Multi-Match Results
On Monday night, June 1, 2026 in Maryland, 01 04 12 16 18 21 showed up after a -day wait in the Maryland record. Against an expected cadence of 1 in 6,096,454 draws, the gap stands out as a long-horizon outlier.
Winning numbers for 1 draw on June 1, 2026 in Maryland.
Draw times: Evening.
Our take on the Multi-Match results
June 1, 2026Multi-Match report — Monday night, June 1, 2026: 01 04 12 16 18 21 shows a notable pattern
On Monday night, June 1, 2026 in Maryland, 01 04 12 16 18 21 showed up after a -day wait in the Maryland record. Against an expected cadence of 1 in 6,096,454 draws, the gap stands out as a long-horizon outlier.
Overview
On Monday night, June 1, 2026 in Maryland, 01 04 12 16 18 21 showed up after a -day wait in the Maryland record. Against an expected cadence of 1 in 6,096,454 draws, the gap stands out as a long-horizon outlier.
Combo Profile
Beyond the drought, the numbers show a clean structure: 6 distinct numbers with no repeats, spanning 1 to 21 (wide spread).
Why Droughts Matter
Extended gaps function as context, not a signal - they show how distribution tails behave. Their value is in long-horizon tracking.
Data Notes
This analysis uses the draw results recorded for Monday night, June 1, 2026 and compares them against the observed historical cadence for the game. This is descriptive, based on frequency tracking - not predictive modeling.
From Stepzero
At Stepzero, the priority is accuracy and context. This report is intended as a historical record entry, not a forecast.
Additional Context
Record-keeping at scale becomes the foundation for analysis. Each outcome, whether typical or unusual, contributes to the stability and clarity of the long-run picture.

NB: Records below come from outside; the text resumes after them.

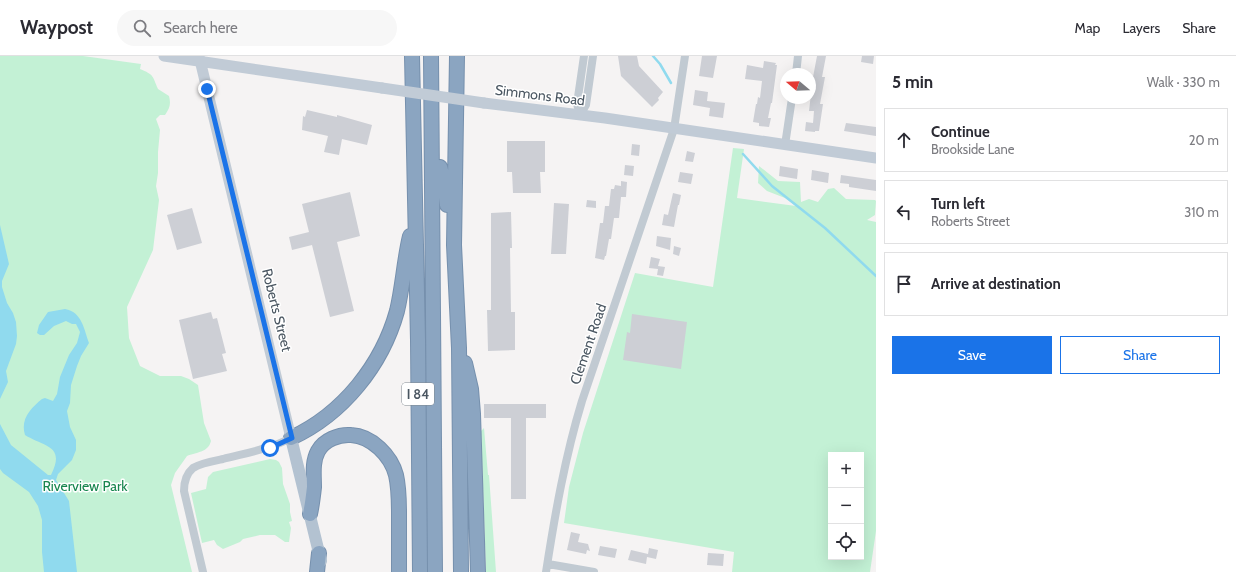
<!DOCTYPE html>
<meta charset="utf-8">
<style>
:root{--surface:#fff;--page:#f7f7f7;--text:#2b2b33;--muted:#7c7c81;--line:#e1e1e2;--accent:#1a73e8}
body{margin:0;font-family:Cabin,sans-serif;background:var(--page);color:var(--text)}
.controls{position:absolute;right:12px;bottom:12px;display:grid;overflow:hidden;border-radius:0px;box-shadow:0 4px 16px #0002}
.controls button{width:36px;height:36px;display:grid;place-items:center;padding:0;border:0;border-bottom:1px solid var(--line);background:var(--surface);color:var(--text);font:20px sans-serif}
.compass{position:absolute;left:780px;top:12px;width:36px;height:36px;border-radius:50%;background:var(--surface);box-shadow:0 4px 16px #0002;rotate:289deg}
.stop{position:absolute;width:12px;height:12px;margin:-9px;border:3px solid #1a73e8;border-radius:50%;background:#fff}
.stop.end{background:#1a73e8;border-color:#fff;box-shadow:0 1px 4px #0008}
.list{margin:0;padding:0;list-style:none}
h2{display:flex;justify-content:space-between;align-items:center;height:52px;margin:0;padding:0 16px;font-size:17px}
h2 small{font-size:13px;font-weight:400;color:var(--muted)}
.list li{display:grid;grid-template-columns:26px 1fr auto;gap:12px;align-items:center;box-sizing:border-box;height:64px;margin:0 8px 8px;padding:0 8px;border:1px solid var(--line);border-radius:0px}
.list b{display:block;font-size:15px;white-space:nowrap}
.list p{margin:0;font-size:13px;white-space:nowrap;color:var(--muted)}
.list em{font-size:13px;font-style:normal;color:var(--muted)}
.actions{display:flex;gap:8px;padding:12px 16px}
.actions a{flex:1;padding:9px 0;border:1px solid var(--accent);border-radius:0px;text-align:center;font-size:14px;color:var(--accent)}
.actions .main{background:var(--accent);color:#fff}
.icon{flex:none;width:22px;height:22px;fill:none;stroke:currentColor;stroke-width:2;stroke-linecap:round;stroke-linejoin:round}
.map{position:relative;flex:none;width:876px;height:516px;overflow:hidden}
header{display:flex;align-items:center;gap:24px;box-sizing:border-box;height:56px;padding:0 20px;background:var(--surface);border-bottom:1px solid var(--line)}
header strong{font-size:19px}
nav{display:flex;gap:22px;margin-inline-start:auto;font-size:14px}
.search{width:280px;height:36px;background:var(--page);display:flex;align-items:center;gap:10px;box-sizing:border-box;padding:0 14px;border-radius:22px;color:var(--muted);font-size:15px}
main{display:flex}
aside{flex:1;background:var(--surface)}
.map>svg:first-child{display:block}
.green{fill:#c3f1d5;fill-rule:evenodd}
.water{fill:#90daee}
.lines{fill:none;stroke-linecap:round;stroke-linejoin:round}
.stream{stroke:#90daee;stroke-width:2.5}
.building{fill:#cdcfd5}
.highway-casing{stroke:#7690ad;stroke-width:16}
.street{stroke:#c1cad2;stroke-width:8}
.secondary{stroke:#c1cbd6;stroke-width:11}
.primary{stroke:#b3c2d1;stroke-width:12}
.highway{stroke:#8ba5c1;stroke-width:14}
.secondary-bridge{stroke:#c1cbd6;stroke-width:11}
.route{stroke:#1a73e8;stroke-width:5}
.labels{text-anchor:middle;stroke-width:3;stroke-linejoin:round;paint-order:stroke}
.shield{fill:#fff;stroke:#808990;stroke-width:1}
.shield-label{font-size:13px;font-weight:bold;fill:#4a5661}
.street-label{font-size:14px;fill:#4a5661;stroke:#fff}
.park-label{font-size:14px;fill:#17864f;stroke:#fff}
</style>
<header>
<strong>Waypost</strong>
<div class="search"><svg class="icon" aria-label="search" viewBox="0 0 24 24"><circle cx="10" cy="10" r="6"/><path d="M15 15l6 6"/></svg>Search here</div>
<nav><a>Map</a><a>Layers</a><a>Share</a></nav>
</header>
<main>
<div class="map">
<svg width="876" height="516" viewBox="0 0 876 516">
<rect width="100%" height="100%" fill="#f5f3f3"/>
<path class="green" d="M0,0H83L141,8L140,13C154,19 152,19 158,33L169,40C171,48 170,52 165,59H160L156,63L160,74L158,96V117L156,130L159,144L153,194L127,251L129,282L140,310L160,320H181L189,323L198,329L204,367L211,385C208,397 196,396 187,400L175,417L171,429L192,516H0Z
M733,92L744,93L737,142L796,150L785,142L767,135L758,127L759,110L778,125L800,126L801,146L809,143L818,146L828,133L834,132L846,143L875,144L876,145L875,159L867,164L876,166V475L870,516H732L734,496L564,467L569,431L583,377L635,217L713,231ZM831,399H861V501H831Z
M484,372L488,419H489L496,516H486L481,375Z
M270,403L276,404L279,406L282,412L283,428L290,448V456L292,465L289,466L291,472L289,486H285L275,479H260L243,483L240,486L223,493L217,489L214,484L202,487L191,437L206,433L208,421L213,416Z"/>
<path class="water" d="M0,169L9,208L2,225V231L7,247L13,257L16,266L17,280L16,288L6,315L8,326L0,343Z
M65,253C82,256 84,273 89,287L81,300L77,310L71,329L70,347L67,355L70,371L76,384V394L72,404L58,418L56,424L69,445L77,516H44L42,496V464L38,450L29,436L3,417L0,413V368L11,389L48,419H51C66,389 44,391 25,379C20,363 31,352 42,343L45,342L53,345L57,338L60,321L69,299L77,287L80,276L76,268H72L66,265L54,270L44,279H40L37,277L39,269L48,256Z"/>
<g class="lines">
<path class="stream" d="M653,0L660,8L671,27
M743,98L772,130L825,172L876,220"/>
</g>
<path class="building" d="M618,0H637L639,10L663,36L658,42L659,44L652,51L621,20Z
M702,0H717L713,22L699,20Z
M817,0H826L822,21H825L820,48H823L819,75H815V76L805,75L806,66L813,67L814,55H809L811,38L810,37Z
M862,0H874L873,8L861,6Z
M764,5L776,7L775,9H777L772,47H771L768,62H771L769,71L759,70V67L753,66L756,48H757L758,41L760,42L762,25L745,23L747,9L763,12Z
M695,34L708,36L707,45L725,47L723,62L709,60L710,52L693,49Z
M307,54L337,61V59L372,69L367,89L342,83L339,99L324,96L328,80L302,74L303,60L305,61Z
M846,67L876,71V80L844,75Z
M507,85H545V116H540L541,137H513L512,116H507Z
M632,88L640,89L639,100L631,99Z
M687,95L695,97L693,106L685,105Z
M625,109L634,110L633,120L624,119Z
M780,110L798,113L797,123L779,120Z
M812,114L829,117L828,127L811,124Z
M680,116L693,118L691,128L678,126Z
M841,119L876,124V135L849,131V128L840,127Z
M621,125L627,126L626,141H621L619,162H614L611,183H609L606,200H605L604,204L595,202L600,167H603L605,150H609L611,133H614L615,129L621,130Z
M350,136L360,180L337,186L354,255L330,261L312,189L292,194L289,181L309,176L302,148Z
M673,137L681,139L679,149H678L674,171L662,169L664,158L668,159Z
M587,144L596,145V152L586,151Z
M554,147L569,148L566,198H551Z
M192,152L202,187L177,194L167,159Z
M511,156L512,192H510L511,256H515V294L488,295L487,254H491V157Z
M657,180L671,182L670,194L656,190Z
M674,190L681,192L679,200L673,198Z
M651,201L660,203L658,210L665,211L663,220L657,219L658,213L649,212Z
M211,256L213,263L217,262L226,297L222,298L227,315L193,323L179,264Z
M632,258L687,266L681,313L623,304L627,276L630,277Z
M484,348H546V362H526V443H511V362H484Z
M571,476L580,478L578,486L588,488L590,495L587,494L586,498L567,494Z
M600,490L617,493L615,502L598,499Z
M649,492L658,494L656,503L647,501L646,508L628,504L631,494L648,498Z
M708,497L724,498L723,510L707,509Z"/>
<g class="lines">
<defs>
<path id="highway" d="M412,0L418,284L420,516
M431,0L435,516
M457,0L454,189L459,292L461,516
M440,111L444,125L447,149
M465,307L471,333L473,358L478,516
M291,382C343,358 382,309 397,255C403,230 404,205 410,180
M310,458C312,449 313,440 314,431C314,419 312,406 318,395C324,384 339,378 351,379C372,380 391,400 396,419C399,432 399,445 399,458C399,478 399,497 399,516
M317,516L319,497"/>
</defs>
<use href="#highway" class="highway-casing"/>
<path class="street" d="M796,18L798,0
M580,59L586,49L593,0
M580,59L577,48L584,0
M785,89L792,42
M548,508L594,516
M203,516L184,435C184,426 186,418 193,412C201,407 213,405 223,403C246,397 270,393 291,382
M546,516C555,458 565,401 582,345L674,73L685,0"/>
<path class="secondary" d="M164,0L382,32
M199,0L291,382
M484,47L605,62L876,102"/>
<path class="primary" d="M291,382L321,505"/>
<use href="#highway" class="highway"/>
<path class="secondary-bridge" d="M382,32L484,47"/>
</g>
<g class="lines">
<path class="route" d="M207,33L277,320L292,382L270,392"/>
</g>
<g class="labels">
<rect class="shield" x="402" y="327" width="32" height="22" rx="3"/>
<g class="shield-label">
<text x="418" y="343">I 84</text>
</g>
<g class="street-label">
<text transform="translate(540 39) rotate(7)" y="5">Simmons Road</text>
<text transform="translate(277 254) rotate(76)" y="5">Roberts Street</text>
<text transform="translate(588 288) rotate(-71)" y="5">Clement Road</text>
</g>
<g class="park-label">
<text x="85" y="435">Riverview Park</text>
</g>
</g>
</svg>
<div class="controls">
<button>+</button>
<button>−</button>
<button><svg class="icon" aria-label="locate" viewBox="0 0 24 24"><circle cx="12" cy="12" r="6"/><path d="M12 2v4M12 18v4M2 12h4M18 12h4"/></svg></button>
</div>
<svg class="compass" viewBox="-18 -18 36 36"><path d="M0-13l5 13h-10z" fill="#e53935"/><path d="M0 13l5-13h-10z" fill="#7c7c81"/></svg>
<div class="stop" style="left:270px;top:392px"></div>
<div class="stop end" style="left:207px;top:33px"></div>
</div>
<aside>
<h2>5 min<small>Walk · 330 m</small></h2>
<ul class="list">
<li><svg class="icon" aria-label="ahead" viewBox="0 0 24 24"><path d="M12 20V5M6 11l6-6 6 6"/></svg><div><b>Continue</b><p>Brookside Lane</p></div><em>20 m</em></li>
<li><svg class="icon" aria-label="left" viewBox="0 0 24 24"><path d="M17 20v-9H6M10 6l-5 5 5 5"/></svg><div><b>Turn left</b><p>Roberts Street</p></div><em>310 m</em></li>
<li><svg class="icon" aria-label="arrive" viewBox="0 0 24 24"><path d="M6 21V4h12l-3 4 3 4H6"/></svg><div><b>Arrive at destination</b></div></li>
</ul>
<div class="actions"><a class="main">Save</a><a>Share</a></div>
</aside>
</main>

Stability comes from the accumulation of entries. One draw alone does not define the pattern, but the record grows more reliable with each addition to the dataset.
Long-horizon tracking is the only reliable way to separate short-term noise from persistent drift. By logging each outcome against its expected cadence, the system builds a distribution profile that becomes more stable as the sample grows.
Adding to the Long-Term Record
With its return, 01 04 12 16 18 21 contributes another meaningful data point to the historical dataset. Each draw - whether routine or statistically unusual - refines the long-term view of how large random systems behave over time.